If you know me well, it shouldn’t be any secret to you that I LOVE Asian food. Too bad that living in Arkansas severely limits the quantity of reasonably priced cuisine available to me, I find myself experimenting with Asian flavors, hoping to find the magic combination that will allow me to stay away from high fat, MSG-filled buffets forever!
My first experience with pot stickers was (I’m ashamed to say) in a Lean Cuisine Frozen meal, years ago. They were actually pretty awesome, so I knew that if I could find some freshly made, I would be in for a treat! I never did find those fresh pot stickers that I was looking for, so guess what? I made my own! I did a little searching around online and found several recipes, but none that really, really stood out to me. Most called for steaming in water, and then dipping into a “sauce” of soy sauce and rice vinegar. Sounds bland to me! So, I figured I would just wing it, and put it what I felt like putting in. The results were amazing.
(this recipe was originally posted on my food blog, which I am discontinuing.
To make my pot stickers, you’ll need:
1 package of wonton wrappers (you could use egg roll wrappers for larger stickers)
1/2lb of ground pork (or turkey, or beef, or shredded chicken.)
1 cup of shredded cabbage
1/4 cup of diced onion
1 tbsp sesame oil
1 tsp of ginger
1 tsp of garlic powder
1/2 tsp of ground black pepper
1/2 tsp of crushed red pepper
For the Sauce:
1 cup of water
1 tsp cornstarch
1/4 cup soy sauce
1/4 cup of oyster sauce
1/4 cup of sugar
1/4 cup of rice vinegar
1/2 tsp garlic powder
1/2 tsp ginger
Sautee chopped onion in sesame oil
When onions are browned, add in ground pork, and scramble.

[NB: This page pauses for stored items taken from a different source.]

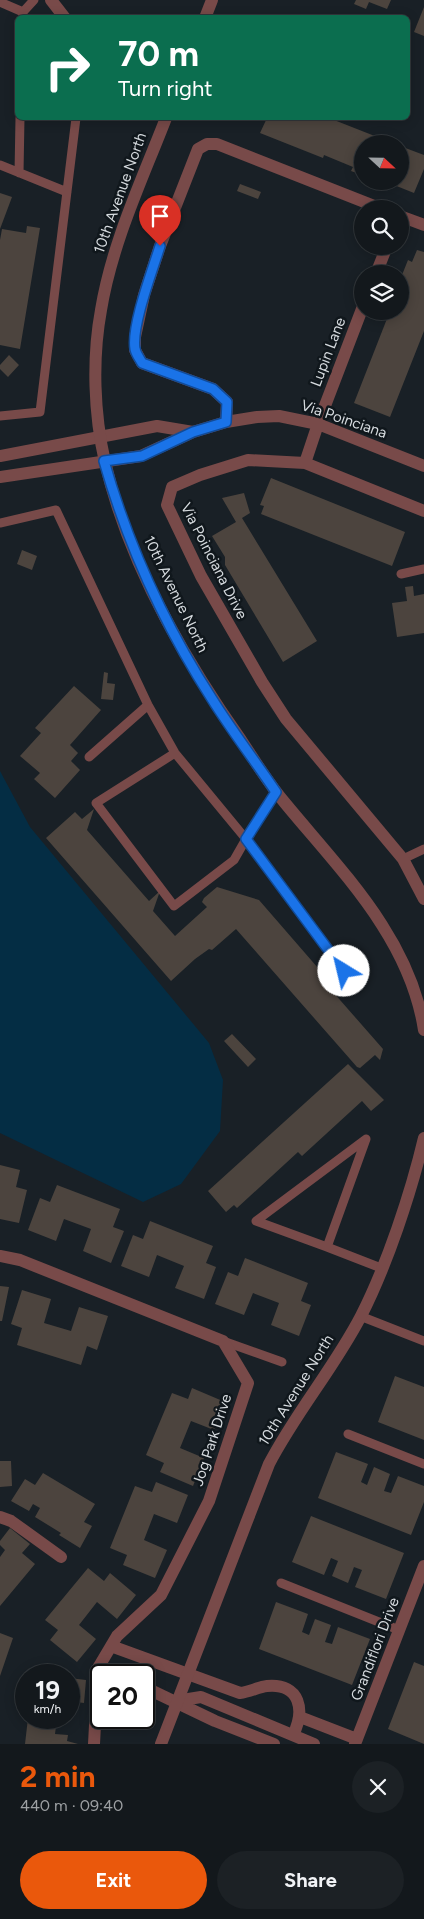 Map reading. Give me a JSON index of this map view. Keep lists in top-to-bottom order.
{
  "streets": {
    "street": [
      "10th Avenue North",
      "Lupin Lane",
      "Via Poinciana",
      "Via Poinciana Drive",
      "Jog Park Drive",
      "Grandiflori Drive"
    ]
  },
  "crossings": [
    ["10th Avenue North", "Via Poinciana"],
    ["Lupin Lane", "Via Poinciana"],
    ["Lupin Lane", "Via Poinciana Drive"]
  ],
  "north": "right",
  "page": {
    "turn": ["70 m", "Turn right"],
    "speed": "19 km/h",
    "limit": "20",
    "heading": ["2 min", "440 m · 09:40"],
    "buttons": ["Exit", "Share"]
  }
}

When meat is no longer pink, add your shredded cabbage to the mixture, and season with ginger, black pepper, garlic, and red pepper flakes.
Cook until cabbage is limp, and then remove from heat.

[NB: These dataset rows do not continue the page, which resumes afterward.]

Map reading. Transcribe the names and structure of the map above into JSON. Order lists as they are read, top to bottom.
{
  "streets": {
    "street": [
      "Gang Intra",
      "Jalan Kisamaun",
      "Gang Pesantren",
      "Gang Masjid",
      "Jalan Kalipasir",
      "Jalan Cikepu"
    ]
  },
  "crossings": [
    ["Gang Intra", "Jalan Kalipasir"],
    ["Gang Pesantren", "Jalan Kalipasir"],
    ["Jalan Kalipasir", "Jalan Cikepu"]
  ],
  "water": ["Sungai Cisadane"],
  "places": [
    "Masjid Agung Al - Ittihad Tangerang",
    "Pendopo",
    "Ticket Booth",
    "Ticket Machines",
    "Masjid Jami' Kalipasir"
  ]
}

It’s time to build your pot stickers! Open your won ton wrappers, and make sure you have a glass (or bowl) of water nearby.
Place a (small) spoonful of your filling onto the middle of a wrapper.

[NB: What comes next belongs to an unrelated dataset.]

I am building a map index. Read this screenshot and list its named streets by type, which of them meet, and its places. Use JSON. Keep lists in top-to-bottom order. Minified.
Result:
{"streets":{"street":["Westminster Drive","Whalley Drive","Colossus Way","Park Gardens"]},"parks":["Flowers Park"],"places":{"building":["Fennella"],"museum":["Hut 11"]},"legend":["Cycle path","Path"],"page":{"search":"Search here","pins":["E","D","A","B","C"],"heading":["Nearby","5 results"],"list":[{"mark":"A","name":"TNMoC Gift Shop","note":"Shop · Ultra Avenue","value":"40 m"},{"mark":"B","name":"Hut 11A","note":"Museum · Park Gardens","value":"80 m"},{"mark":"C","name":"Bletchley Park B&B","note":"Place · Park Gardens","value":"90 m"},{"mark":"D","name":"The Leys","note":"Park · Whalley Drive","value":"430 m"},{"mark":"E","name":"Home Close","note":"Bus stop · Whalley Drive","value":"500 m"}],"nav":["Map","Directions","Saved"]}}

Dip a (clean, of course) finger into your water, and wet the edges of your won ton wrapper.
Fold the edges together, and pinch down.
Then fold the edge again, just for a little extra security.
Repeat, until you run out of wrappers, or run out of filling, or (like me) just get tired of making them! (A little hint, you can sautee some cooked rice into your extra filling for a nice side dish!)
Deep-fry your stickers in peanut oil. I somehow neglected to get a picture, but these fry QUICKLY. You just want them to get golden brown on both sides, which takes about 1-2 minutes if your oil is nice and hot. Be careful not to burn them!
In a large pan, mix together all of your sauce ingredients. Yes, all at once! That’s your water, cornstarch, soy sauce, oyster sauce, sugar, rice vinegar, garlic, and ginger. Bring to a boil first, and then reduce to a simmer. In ONE layer, place your fried pot stickers into the sauce to simmer for 5-10 minutes. Turn them over, and allow the other side to simmer for 5-10 minutes.
You’re done! You can serve these with rice and steamed broccoli, like I did, or you can have them with whatever you like! Experiment with the filling, have fun! I only used half of my package of wonton wrappers, so I plan on doing something with the rest of them REALLY soon. Im thinking dessert. Hmm….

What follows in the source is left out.